[Stored items]

########

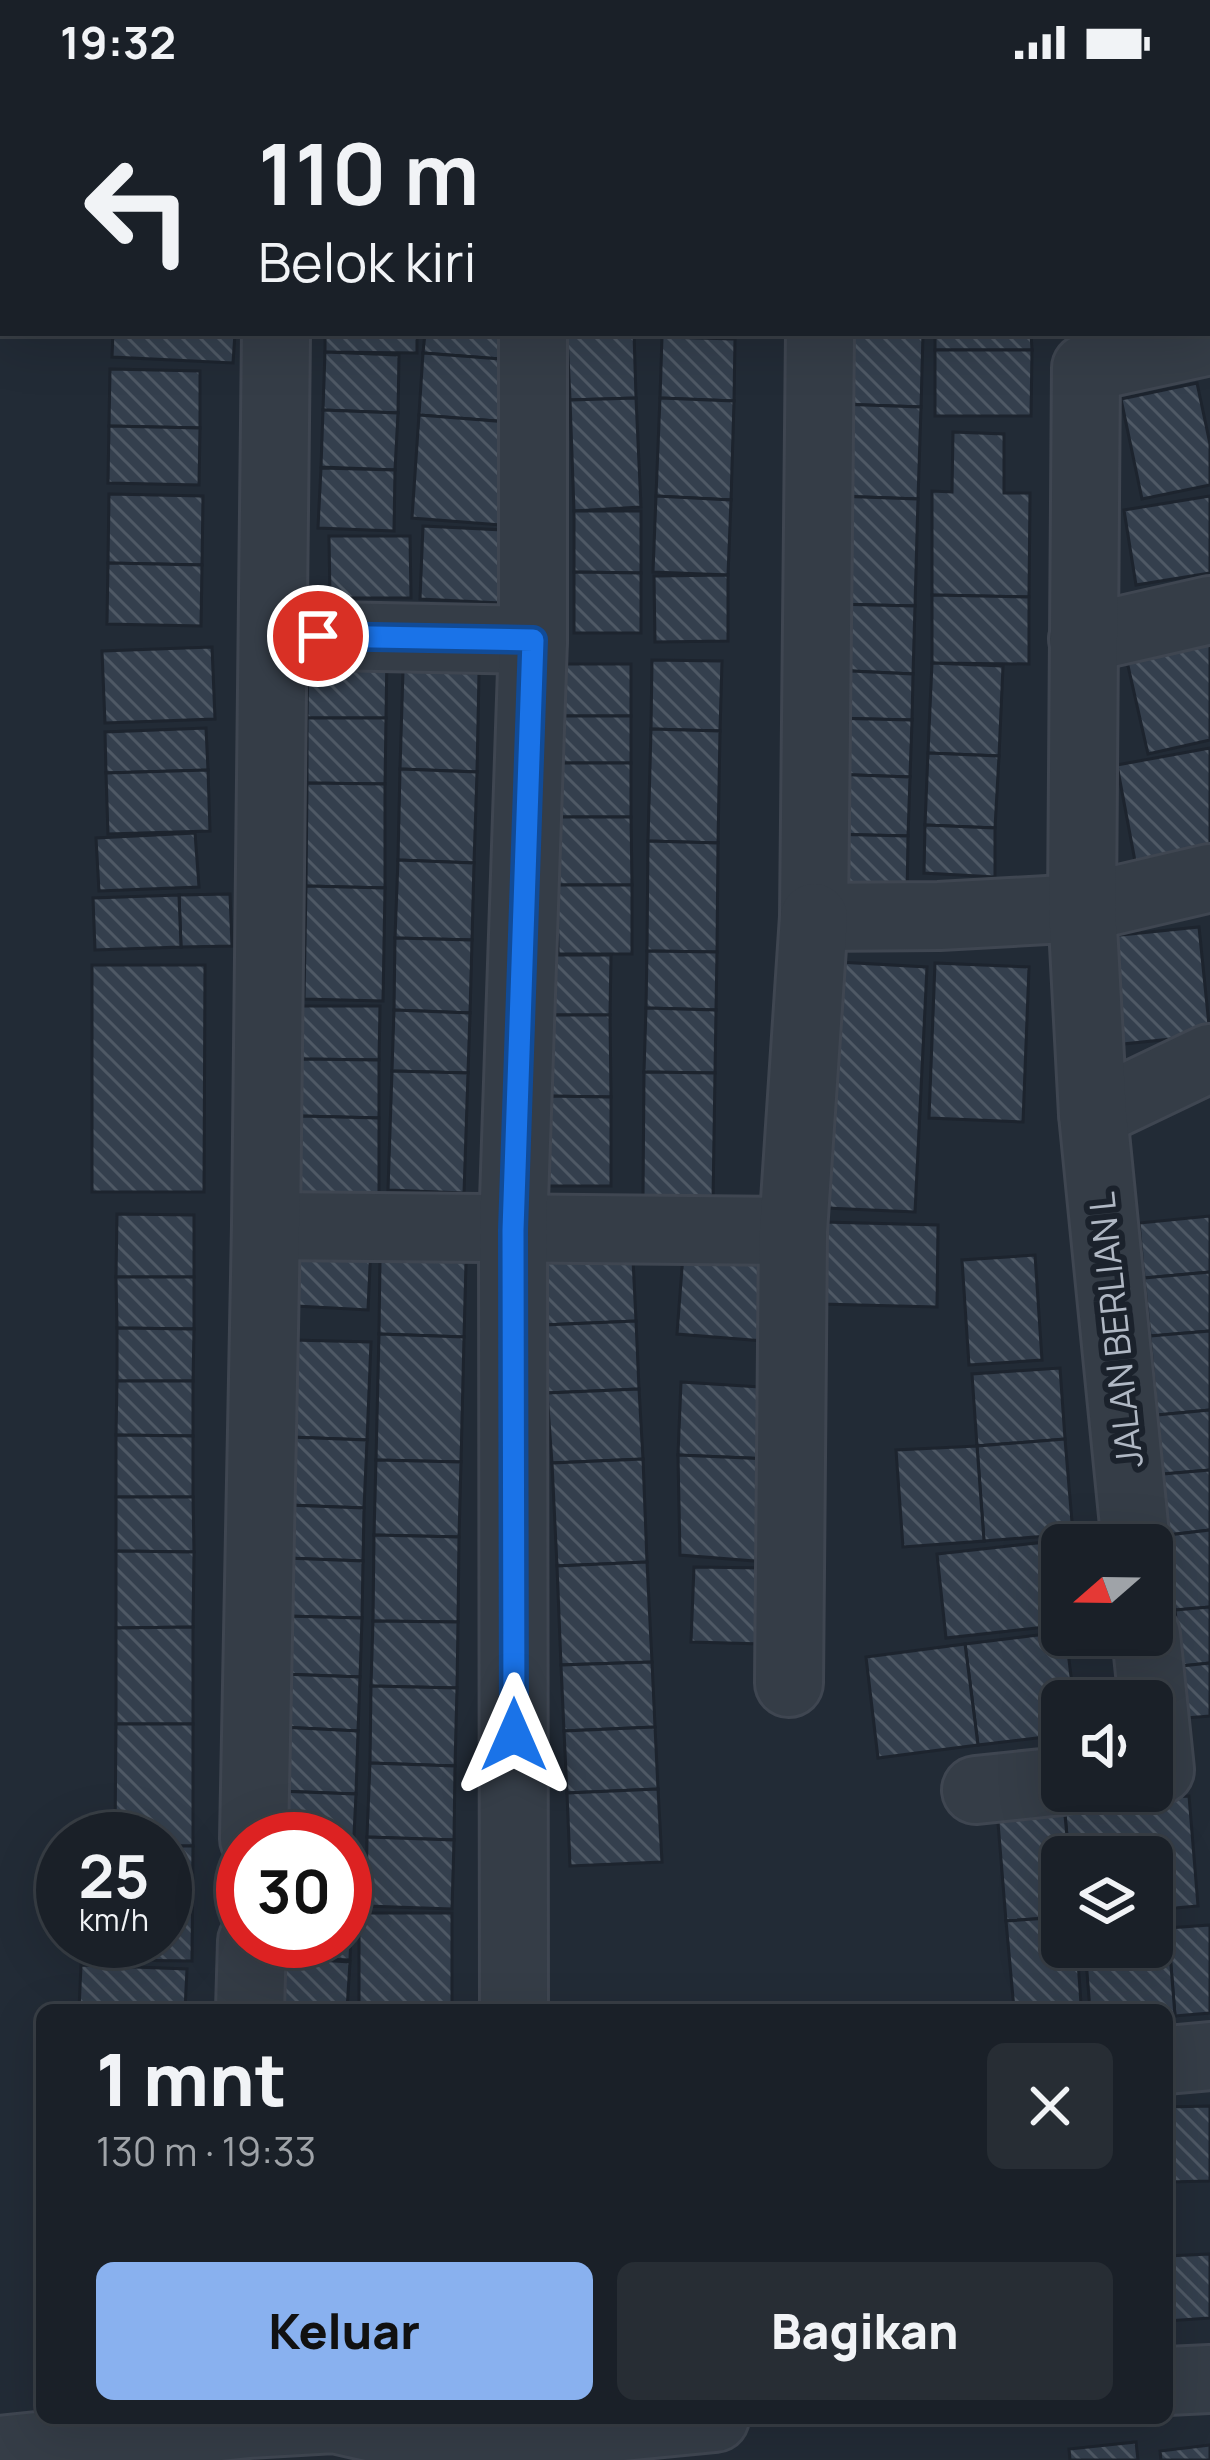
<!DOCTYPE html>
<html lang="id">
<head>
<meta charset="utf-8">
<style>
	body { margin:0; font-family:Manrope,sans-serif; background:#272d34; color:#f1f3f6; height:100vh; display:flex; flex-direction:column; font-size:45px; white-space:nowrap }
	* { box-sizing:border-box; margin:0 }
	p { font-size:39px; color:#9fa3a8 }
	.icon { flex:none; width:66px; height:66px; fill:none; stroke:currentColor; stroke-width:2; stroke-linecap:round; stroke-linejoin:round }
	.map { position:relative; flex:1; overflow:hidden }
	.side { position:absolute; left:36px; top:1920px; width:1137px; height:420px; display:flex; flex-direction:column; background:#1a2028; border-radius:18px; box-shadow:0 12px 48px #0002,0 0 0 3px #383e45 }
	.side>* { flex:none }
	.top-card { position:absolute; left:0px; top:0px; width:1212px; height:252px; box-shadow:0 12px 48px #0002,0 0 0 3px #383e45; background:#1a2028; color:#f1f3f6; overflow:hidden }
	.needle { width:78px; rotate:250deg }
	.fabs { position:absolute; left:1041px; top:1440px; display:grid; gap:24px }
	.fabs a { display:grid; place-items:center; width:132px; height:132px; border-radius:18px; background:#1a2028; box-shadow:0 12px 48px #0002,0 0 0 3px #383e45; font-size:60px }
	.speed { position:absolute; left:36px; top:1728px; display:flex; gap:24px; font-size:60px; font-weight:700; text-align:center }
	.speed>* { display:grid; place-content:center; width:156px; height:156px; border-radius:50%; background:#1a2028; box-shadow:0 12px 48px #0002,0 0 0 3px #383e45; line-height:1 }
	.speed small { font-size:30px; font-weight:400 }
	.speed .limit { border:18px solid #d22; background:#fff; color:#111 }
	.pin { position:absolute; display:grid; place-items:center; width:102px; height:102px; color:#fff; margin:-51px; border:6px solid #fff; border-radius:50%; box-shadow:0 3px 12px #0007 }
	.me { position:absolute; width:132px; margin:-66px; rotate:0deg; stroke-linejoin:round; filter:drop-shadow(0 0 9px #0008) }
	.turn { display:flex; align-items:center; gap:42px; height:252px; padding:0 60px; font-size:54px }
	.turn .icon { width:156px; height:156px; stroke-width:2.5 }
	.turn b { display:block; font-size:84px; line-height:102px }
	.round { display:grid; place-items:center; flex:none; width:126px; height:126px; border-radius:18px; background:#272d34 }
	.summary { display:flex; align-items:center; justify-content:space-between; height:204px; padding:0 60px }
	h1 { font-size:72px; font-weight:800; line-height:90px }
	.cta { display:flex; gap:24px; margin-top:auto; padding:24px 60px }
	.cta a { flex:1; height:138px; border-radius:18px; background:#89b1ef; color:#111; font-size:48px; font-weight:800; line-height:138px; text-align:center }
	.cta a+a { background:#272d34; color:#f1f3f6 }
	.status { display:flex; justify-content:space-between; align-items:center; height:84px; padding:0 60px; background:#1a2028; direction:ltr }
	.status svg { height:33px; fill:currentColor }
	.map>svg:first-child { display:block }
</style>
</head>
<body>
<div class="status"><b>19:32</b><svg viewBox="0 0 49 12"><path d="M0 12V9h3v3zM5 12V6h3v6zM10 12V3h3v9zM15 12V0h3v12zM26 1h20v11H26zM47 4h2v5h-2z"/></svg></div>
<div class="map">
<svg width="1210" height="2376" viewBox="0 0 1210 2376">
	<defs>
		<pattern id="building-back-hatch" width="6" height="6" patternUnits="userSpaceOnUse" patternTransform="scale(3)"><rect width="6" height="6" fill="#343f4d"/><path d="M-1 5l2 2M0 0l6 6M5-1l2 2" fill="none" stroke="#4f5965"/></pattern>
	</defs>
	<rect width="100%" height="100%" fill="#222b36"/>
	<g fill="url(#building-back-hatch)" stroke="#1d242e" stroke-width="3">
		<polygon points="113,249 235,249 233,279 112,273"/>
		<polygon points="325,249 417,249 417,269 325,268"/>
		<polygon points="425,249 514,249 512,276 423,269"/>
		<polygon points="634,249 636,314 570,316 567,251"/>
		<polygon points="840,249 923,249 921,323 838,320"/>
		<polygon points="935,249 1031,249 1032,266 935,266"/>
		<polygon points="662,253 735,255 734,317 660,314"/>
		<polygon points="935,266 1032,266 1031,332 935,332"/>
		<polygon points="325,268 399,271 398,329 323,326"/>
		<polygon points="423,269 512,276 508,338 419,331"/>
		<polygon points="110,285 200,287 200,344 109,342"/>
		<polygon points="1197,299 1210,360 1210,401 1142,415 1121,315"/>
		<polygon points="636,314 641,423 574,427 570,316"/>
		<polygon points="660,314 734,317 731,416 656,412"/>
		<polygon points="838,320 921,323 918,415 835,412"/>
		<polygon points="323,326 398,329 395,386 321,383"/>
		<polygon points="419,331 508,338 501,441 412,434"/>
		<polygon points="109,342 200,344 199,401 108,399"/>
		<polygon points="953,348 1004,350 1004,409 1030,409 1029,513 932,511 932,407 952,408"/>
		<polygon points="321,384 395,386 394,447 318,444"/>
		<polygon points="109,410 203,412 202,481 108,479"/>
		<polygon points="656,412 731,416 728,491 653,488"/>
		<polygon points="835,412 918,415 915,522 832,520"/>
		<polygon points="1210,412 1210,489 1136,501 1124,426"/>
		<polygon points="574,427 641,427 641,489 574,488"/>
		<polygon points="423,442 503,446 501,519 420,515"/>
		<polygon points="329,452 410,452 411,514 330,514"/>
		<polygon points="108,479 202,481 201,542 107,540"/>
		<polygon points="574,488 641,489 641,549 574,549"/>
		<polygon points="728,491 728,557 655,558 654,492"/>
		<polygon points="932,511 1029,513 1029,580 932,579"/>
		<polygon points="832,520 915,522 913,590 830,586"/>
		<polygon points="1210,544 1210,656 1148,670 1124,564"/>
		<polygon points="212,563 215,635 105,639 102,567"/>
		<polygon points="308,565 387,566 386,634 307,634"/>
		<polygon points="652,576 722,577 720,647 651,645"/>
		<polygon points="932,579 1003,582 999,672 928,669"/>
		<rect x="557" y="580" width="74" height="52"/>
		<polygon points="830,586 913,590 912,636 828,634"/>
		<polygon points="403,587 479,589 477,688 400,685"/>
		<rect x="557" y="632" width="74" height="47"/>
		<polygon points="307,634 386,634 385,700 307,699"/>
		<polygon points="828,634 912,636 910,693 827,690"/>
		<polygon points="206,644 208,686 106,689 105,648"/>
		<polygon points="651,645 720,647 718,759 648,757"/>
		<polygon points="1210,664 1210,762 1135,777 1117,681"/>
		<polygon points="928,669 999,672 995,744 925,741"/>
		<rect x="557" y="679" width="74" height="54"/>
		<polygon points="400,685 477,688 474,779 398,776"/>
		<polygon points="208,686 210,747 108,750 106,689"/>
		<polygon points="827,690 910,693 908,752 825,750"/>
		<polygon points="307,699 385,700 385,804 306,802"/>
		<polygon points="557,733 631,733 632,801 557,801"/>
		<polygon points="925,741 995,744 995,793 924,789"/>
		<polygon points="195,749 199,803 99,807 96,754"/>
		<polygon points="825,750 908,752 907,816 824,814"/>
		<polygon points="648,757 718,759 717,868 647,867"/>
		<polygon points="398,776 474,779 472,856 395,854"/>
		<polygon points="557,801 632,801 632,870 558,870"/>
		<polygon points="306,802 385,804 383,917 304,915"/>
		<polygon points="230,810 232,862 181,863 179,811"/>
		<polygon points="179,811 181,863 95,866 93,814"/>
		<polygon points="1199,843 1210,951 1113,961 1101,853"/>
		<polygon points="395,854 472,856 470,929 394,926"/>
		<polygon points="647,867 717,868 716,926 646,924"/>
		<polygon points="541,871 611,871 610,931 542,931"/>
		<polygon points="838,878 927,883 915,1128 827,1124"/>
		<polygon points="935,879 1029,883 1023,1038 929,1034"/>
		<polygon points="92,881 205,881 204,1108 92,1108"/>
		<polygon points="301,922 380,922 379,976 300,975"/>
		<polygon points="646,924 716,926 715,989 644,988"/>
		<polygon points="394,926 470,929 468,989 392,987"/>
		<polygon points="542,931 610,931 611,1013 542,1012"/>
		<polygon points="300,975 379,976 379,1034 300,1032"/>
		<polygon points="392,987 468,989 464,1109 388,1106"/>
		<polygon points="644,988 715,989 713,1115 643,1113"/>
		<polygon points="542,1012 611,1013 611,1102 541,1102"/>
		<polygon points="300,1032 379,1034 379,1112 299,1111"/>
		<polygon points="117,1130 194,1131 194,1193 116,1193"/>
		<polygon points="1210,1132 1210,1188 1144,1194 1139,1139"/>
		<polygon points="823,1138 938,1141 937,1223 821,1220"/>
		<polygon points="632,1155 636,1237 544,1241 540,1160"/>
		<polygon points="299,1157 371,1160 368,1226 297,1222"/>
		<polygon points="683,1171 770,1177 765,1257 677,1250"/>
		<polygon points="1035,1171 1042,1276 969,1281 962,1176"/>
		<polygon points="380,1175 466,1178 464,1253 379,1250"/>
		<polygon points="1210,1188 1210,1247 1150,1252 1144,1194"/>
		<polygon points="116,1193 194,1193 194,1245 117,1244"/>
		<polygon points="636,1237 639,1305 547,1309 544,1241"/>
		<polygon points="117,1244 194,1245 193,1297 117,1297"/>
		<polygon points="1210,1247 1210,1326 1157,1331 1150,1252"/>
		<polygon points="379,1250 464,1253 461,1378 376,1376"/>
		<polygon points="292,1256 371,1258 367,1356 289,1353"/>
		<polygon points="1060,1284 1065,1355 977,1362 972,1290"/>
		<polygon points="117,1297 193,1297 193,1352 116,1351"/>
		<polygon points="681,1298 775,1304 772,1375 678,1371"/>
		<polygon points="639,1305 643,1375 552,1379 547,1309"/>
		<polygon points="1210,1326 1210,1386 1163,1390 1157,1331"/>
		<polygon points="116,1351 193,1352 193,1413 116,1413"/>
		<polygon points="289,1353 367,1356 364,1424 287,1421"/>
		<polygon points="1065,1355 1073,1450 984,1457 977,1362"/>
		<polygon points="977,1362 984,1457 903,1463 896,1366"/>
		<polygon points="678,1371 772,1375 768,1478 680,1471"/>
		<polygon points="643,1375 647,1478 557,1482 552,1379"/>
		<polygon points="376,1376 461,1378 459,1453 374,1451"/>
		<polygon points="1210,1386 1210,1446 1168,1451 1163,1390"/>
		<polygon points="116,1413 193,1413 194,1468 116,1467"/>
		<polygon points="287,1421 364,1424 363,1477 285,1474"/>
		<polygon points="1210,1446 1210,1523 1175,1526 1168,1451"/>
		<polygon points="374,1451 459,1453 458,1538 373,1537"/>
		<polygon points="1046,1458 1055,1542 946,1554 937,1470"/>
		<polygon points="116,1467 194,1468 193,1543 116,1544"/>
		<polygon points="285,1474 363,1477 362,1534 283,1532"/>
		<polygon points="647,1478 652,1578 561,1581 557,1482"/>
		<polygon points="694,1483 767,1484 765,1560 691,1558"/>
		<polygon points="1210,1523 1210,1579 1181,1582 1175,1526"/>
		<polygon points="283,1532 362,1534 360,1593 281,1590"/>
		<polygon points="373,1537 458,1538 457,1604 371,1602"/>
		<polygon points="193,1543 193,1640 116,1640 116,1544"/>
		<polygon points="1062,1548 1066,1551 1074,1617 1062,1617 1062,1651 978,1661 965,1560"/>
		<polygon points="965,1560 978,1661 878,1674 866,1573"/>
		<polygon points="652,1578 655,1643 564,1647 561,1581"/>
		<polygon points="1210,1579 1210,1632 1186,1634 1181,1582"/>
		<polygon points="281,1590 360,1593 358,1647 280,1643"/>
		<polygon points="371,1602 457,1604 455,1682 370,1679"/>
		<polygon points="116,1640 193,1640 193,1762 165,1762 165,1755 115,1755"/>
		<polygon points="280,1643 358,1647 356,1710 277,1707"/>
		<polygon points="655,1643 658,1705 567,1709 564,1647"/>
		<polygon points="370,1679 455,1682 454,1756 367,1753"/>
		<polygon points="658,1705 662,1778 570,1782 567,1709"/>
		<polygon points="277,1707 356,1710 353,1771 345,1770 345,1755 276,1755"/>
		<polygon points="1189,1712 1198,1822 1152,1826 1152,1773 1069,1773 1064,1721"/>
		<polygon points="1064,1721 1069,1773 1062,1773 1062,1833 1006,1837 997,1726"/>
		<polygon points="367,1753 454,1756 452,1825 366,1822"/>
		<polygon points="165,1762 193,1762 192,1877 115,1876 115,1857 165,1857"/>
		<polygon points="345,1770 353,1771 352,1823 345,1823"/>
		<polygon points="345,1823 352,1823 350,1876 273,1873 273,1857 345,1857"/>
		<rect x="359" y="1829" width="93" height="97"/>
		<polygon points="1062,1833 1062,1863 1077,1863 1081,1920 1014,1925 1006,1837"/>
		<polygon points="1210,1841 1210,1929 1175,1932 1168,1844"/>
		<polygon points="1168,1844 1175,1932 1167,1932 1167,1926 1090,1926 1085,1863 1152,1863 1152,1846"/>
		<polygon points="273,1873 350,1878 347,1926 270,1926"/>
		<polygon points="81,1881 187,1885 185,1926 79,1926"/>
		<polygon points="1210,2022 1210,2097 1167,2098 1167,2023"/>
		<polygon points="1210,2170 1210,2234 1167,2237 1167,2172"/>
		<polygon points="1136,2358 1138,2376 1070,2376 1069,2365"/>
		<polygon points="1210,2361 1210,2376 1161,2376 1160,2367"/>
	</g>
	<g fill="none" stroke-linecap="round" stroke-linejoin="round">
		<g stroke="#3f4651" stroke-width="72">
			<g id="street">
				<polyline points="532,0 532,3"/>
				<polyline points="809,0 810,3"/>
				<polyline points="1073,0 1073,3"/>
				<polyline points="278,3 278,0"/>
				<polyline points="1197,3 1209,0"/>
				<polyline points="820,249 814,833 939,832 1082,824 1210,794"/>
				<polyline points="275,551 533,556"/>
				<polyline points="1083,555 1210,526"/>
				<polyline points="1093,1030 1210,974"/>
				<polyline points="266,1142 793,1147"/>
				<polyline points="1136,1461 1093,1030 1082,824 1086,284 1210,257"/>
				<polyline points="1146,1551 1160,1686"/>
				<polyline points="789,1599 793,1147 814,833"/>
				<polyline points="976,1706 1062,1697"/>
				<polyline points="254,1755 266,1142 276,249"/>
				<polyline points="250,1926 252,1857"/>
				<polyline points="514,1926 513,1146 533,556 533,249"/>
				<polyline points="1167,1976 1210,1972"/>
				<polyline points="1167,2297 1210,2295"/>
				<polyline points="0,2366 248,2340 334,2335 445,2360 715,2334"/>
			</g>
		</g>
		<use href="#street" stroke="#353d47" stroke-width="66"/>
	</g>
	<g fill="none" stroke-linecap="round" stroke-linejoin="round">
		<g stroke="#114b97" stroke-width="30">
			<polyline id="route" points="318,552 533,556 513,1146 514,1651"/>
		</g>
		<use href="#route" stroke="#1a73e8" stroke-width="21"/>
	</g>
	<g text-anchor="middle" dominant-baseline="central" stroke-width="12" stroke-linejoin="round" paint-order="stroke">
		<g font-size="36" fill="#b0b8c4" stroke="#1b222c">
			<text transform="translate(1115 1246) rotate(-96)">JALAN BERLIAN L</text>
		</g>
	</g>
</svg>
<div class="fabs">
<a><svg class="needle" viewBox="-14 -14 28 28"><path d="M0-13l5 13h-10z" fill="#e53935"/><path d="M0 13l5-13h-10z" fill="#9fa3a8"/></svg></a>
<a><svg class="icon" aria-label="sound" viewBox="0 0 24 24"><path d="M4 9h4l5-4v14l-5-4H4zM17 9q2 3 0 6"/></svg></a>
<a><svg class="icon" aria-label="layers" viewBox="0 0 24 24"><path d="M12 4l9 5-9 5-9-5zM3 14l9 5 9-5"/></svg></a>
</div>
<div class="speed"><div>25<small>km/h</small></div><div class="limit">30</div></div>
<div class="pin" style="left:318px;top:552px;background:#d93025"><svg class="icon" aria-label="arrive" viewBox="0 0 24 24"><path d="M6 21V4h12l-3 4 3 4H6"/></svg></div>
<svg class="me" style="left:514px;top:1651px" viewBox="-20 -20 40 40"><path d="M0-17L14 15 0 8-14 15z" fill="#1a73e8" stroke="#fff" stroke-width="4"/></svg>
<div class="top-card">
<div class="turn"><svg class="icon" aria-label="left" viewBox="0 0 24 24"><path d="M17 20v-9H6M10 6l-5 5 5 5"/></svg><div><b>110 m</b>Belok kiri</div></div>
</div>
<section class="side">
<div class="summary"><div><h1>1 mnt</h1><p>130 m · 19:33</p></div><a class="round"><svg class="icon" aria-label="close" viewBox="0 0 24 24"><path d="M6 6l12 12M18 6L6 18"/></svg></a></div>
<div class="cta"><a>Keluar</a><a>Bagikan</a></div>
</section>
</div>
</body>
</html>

########

Look through the data above and report every line in which "linejoin" appears.

	.icon { flex:none; width:66px; height:66px; fill:none; stroke:currentColor; stroke-width:2; stroke-linecap:round; stroke-linejoin:round }
	.me { position:absolute; width:132px; margin:-66px; rotate:0deg; stroke-linejoin:round; filter:drop-shadow(0 0 9px #0008) }
	<g fill="none" stroke-linecap="round" stroke-linejoin="round">
	<g fill="none" stroke-linecap="round" stroke-linejoin="round">
	<g text-anchor="middle" dominant-baseline="central" stroke-width="12" stroke-linejoin="round" paint-order="stroke">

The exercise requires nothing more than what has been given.